Dice la sua anche Michel Salden, Senior Portfolio Manager di Vontobel Asset Management:

“Negli ultimi mesi i mercati sono stati sorprendentemente compiacenti sui rischi dei mercati petroliferi mondiali. I recenti attacchi al più grande impianto di lavorazione del greggio del mondo ad Abqaiq in Arabia Saudita hanno colto di sorpresa gli investitori, anche se il rischio si era andato accumulando a causa dei ripetuti attacchi dei ribelli yemeniti contro gli impianti di produzione del greggio dell’Arabia Saudita e le petroliere che hanno subito gravi danni nello Stretto di Hormuz e nel Golfo dell’Oman. Il sentimento tra gli operatori globali macro e dinamici era addirittura diventato ribassista per quanto riguarda i mercati petroliferi a seguito delle dimissioni del consigliere statunitense per la sicurezza nazionale John Bolton, che aveva alimentato le speranze di un’abolizione del divieto di esportazione del petrolio greggio iraniano. L’incidente dello scorso fine settimana ha causato un brusco riposizionamento con conseguente superamento dei prezzi”.

Salden continua:

“L’impianto di Abqaiq è stato gravemente danneggiato. Rappresenta il 50% della produzione di greggio dell’Arabia Saudita e il 6% della produzione mondiale di petrolio, che equivale a 5,7 milioni di barili al giorno (mbpd). Inoltre, gestisce il 18% del gas naturale saudita e il 50% della produzione di etano/propano saudita, che è ormai fuori produzione per un periodo indeterminato. Anche se l’entità del danno è ancora sconosciuta e sarà sconosciuta per giorni o addirittura settimane, più di 5 milioni di barili al giorno sono già andati persi durante il fine settimana. Le comunicazioni dall’Arabia Saudita sono state inadeguate, ma diverse fonti indicano che la capacità di produzione di greggio dei due giacimenti colpiti potrebbe tornare alla normalità in 10 giorni in modo graduale. Tuttavia, il grande punto interrogativo è se questo greggio può essere lavorato nell’impianto di Abqaiq, dove il gas, i liquidi vengono separati e le impurità come lo zolfo vengono rimosse. Prima della spedizione, quasi tutta la produzione di greggio saudita deve passare attraverso questo complesso sistema per essere ulteriormente pulita e addolcita”.

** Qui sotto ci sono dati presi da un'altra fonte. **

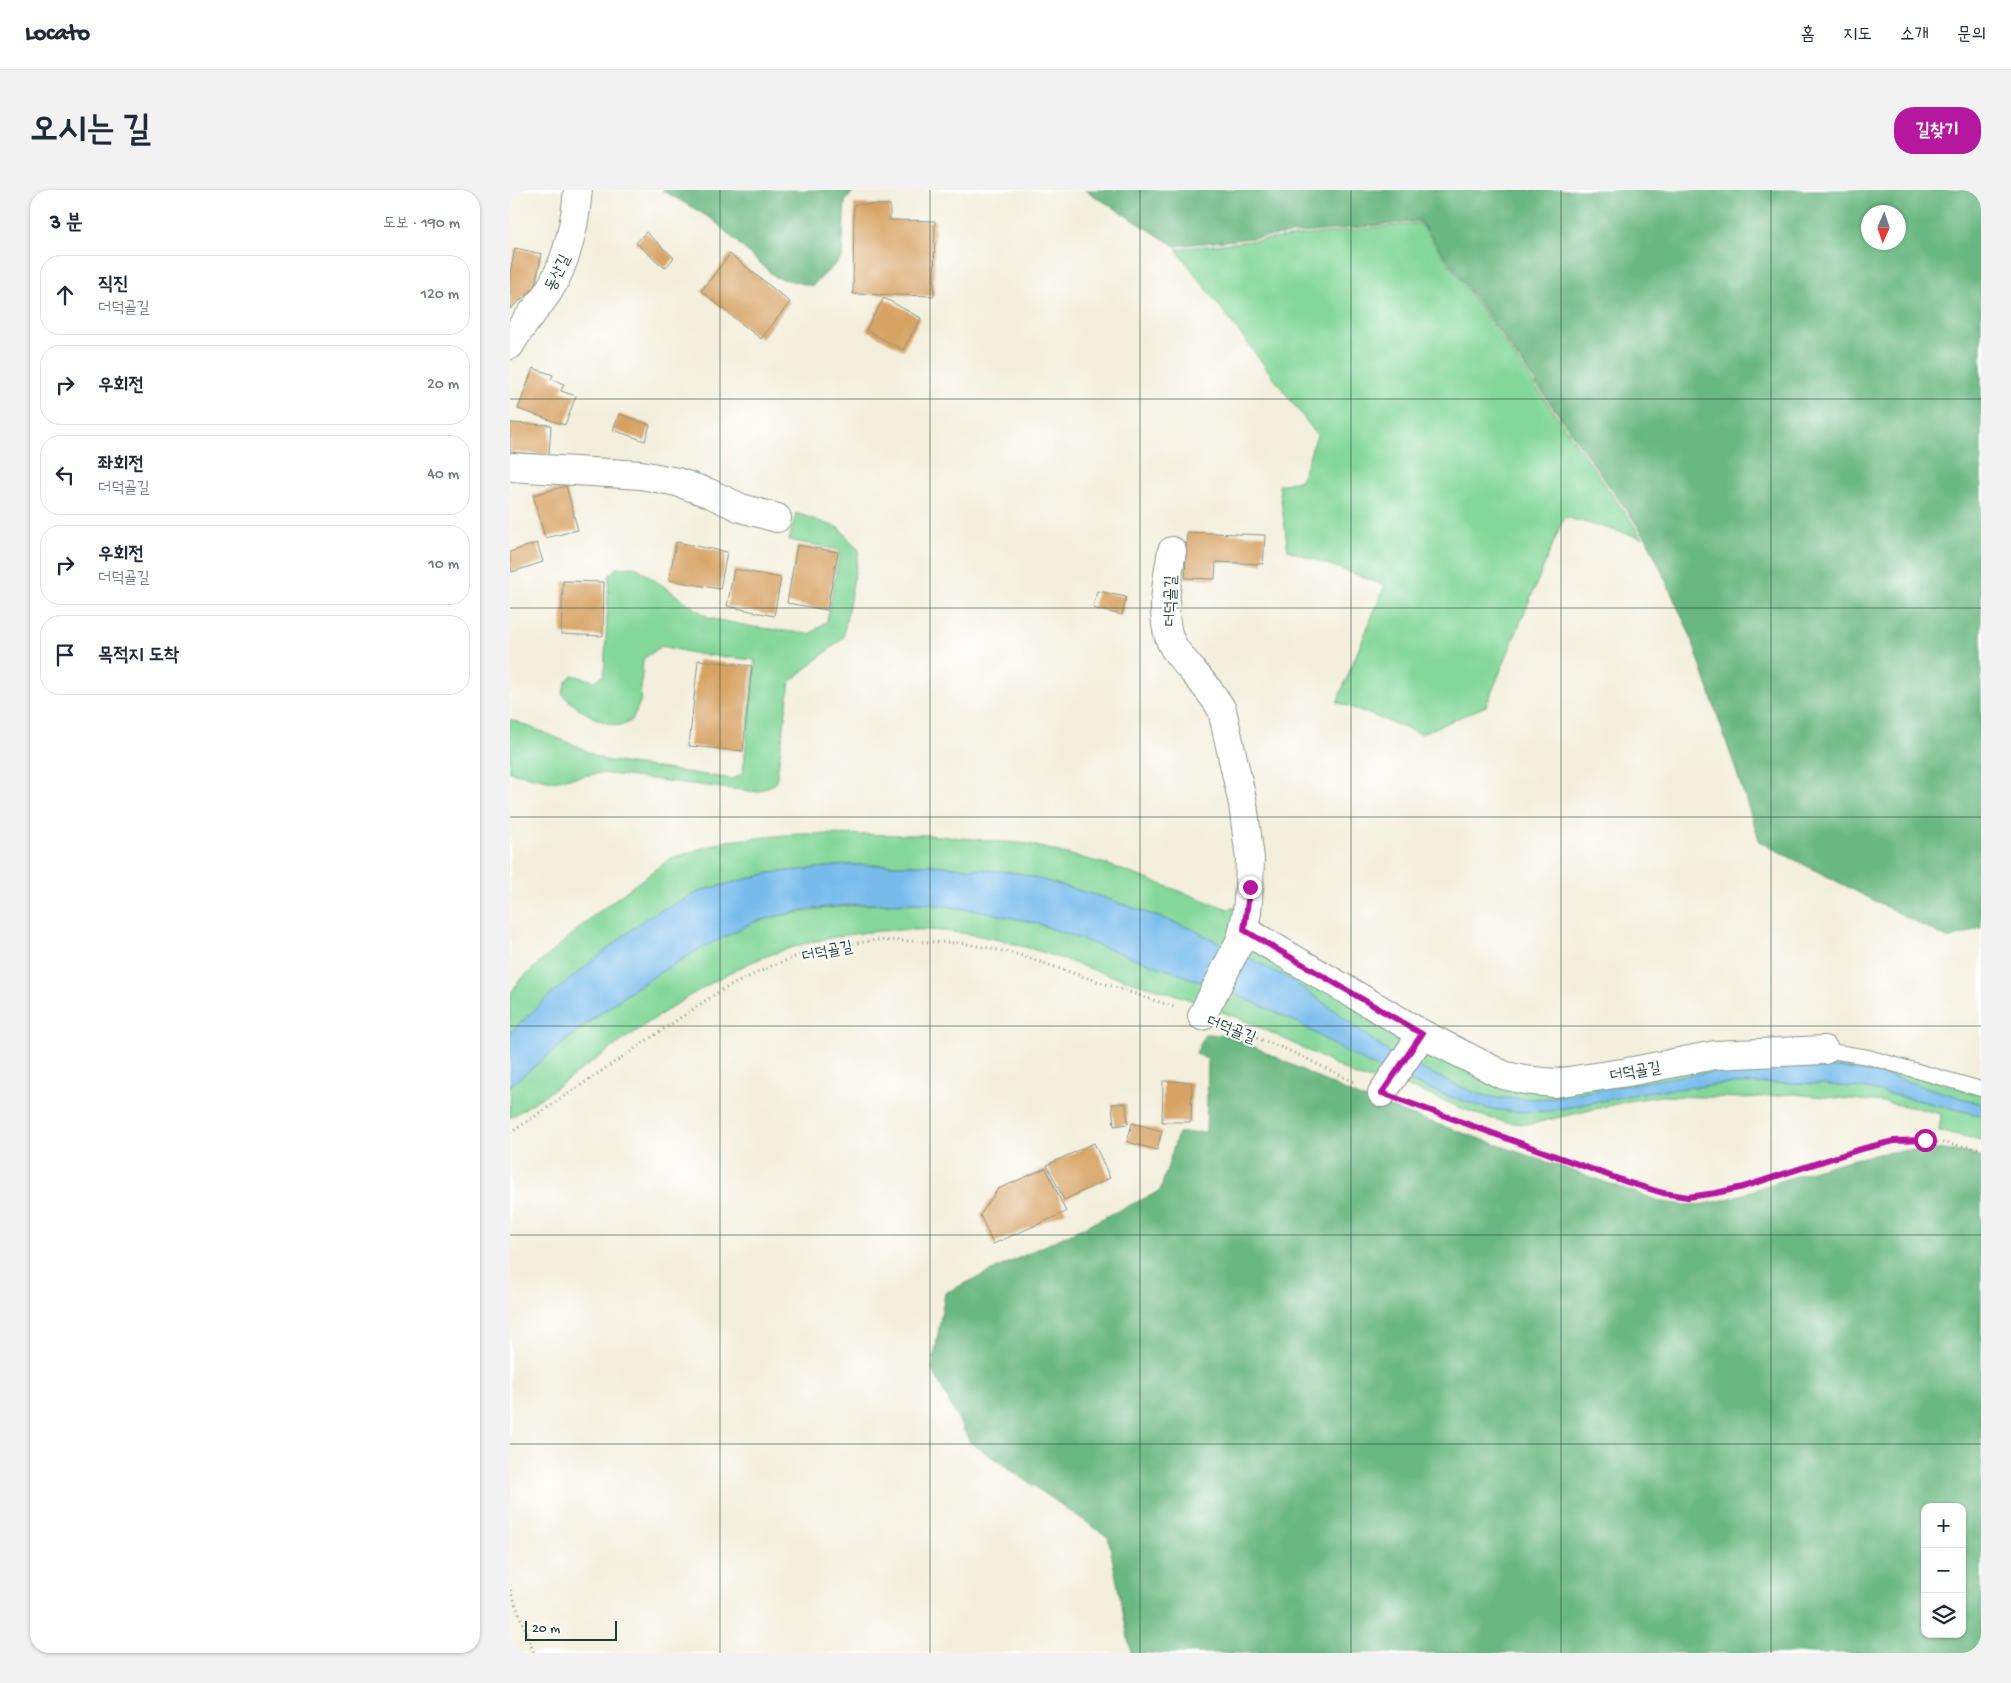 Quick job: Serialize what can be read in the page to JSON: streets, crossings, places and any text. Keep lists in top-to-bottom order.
{
  "streets": {
    "street": ["동산길", "더덕골길"]
  },
  "scale_bar": "20 m",
  "north": "bottom",
  "page": {
    "header": "Locato",
    "nav": [
      "홈",
      "지도",
      "소개",
      "문의"
    ],
    "title": "오시는 길",
    "buttons": "길찾기",
    "heading": ["3 분", "도보 · 190 m"],
    "list": [
      ["직진", "더덕골길", "120 m"],
      ["우회전", "20 m"],
      ["좌회전", "더덕골길", "40 m"],
      ["우회전", "더덕골길", "10 m"],
      "목적지 도착"
    ],
    "map_buttons": ["+", "−"],
    "scale": "20 m"
  }
}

C’è da dire che “lo stoccaggio globale funziona a circa 53 giorni di copertura della domanda, il che significa che un breve shock dell’offerta può essere attenuato liberando immediatamente queste riserve. Tuttavia, le scorte di greggio dell’Arabia Saudita sono già limitate (attualmente a 140 mb contro un picco di 330 mb nell’estate 2015), le riserve strategiche statunitensi sono a 650 mb e la Cina ha circa 500 mb di riserve strategiche di petrolio”.

Ora, “se i sauditi saranno in grado di riportare la piena produzione entro pochi giorni, l’attuale rally dei prezzi scomparirà e sarà visto solo come una prova di stress sulla volatilità dei mercati energetici. E sì, gli Stati Uniti possono guadagnare tempo liberando i barili di greggio dalla riserva petrolifera strategica, dando all’industria dello scisto un sollievo per rispondere, ma questo contribuirà solo a bilanciare la tenuta locale. Se questa interruzione si rivelerà più a lungo termine, inizierà ad avere effetti sulla crescita globale e porterà ad uno scenario di stagflazione per l’economia mondiale“.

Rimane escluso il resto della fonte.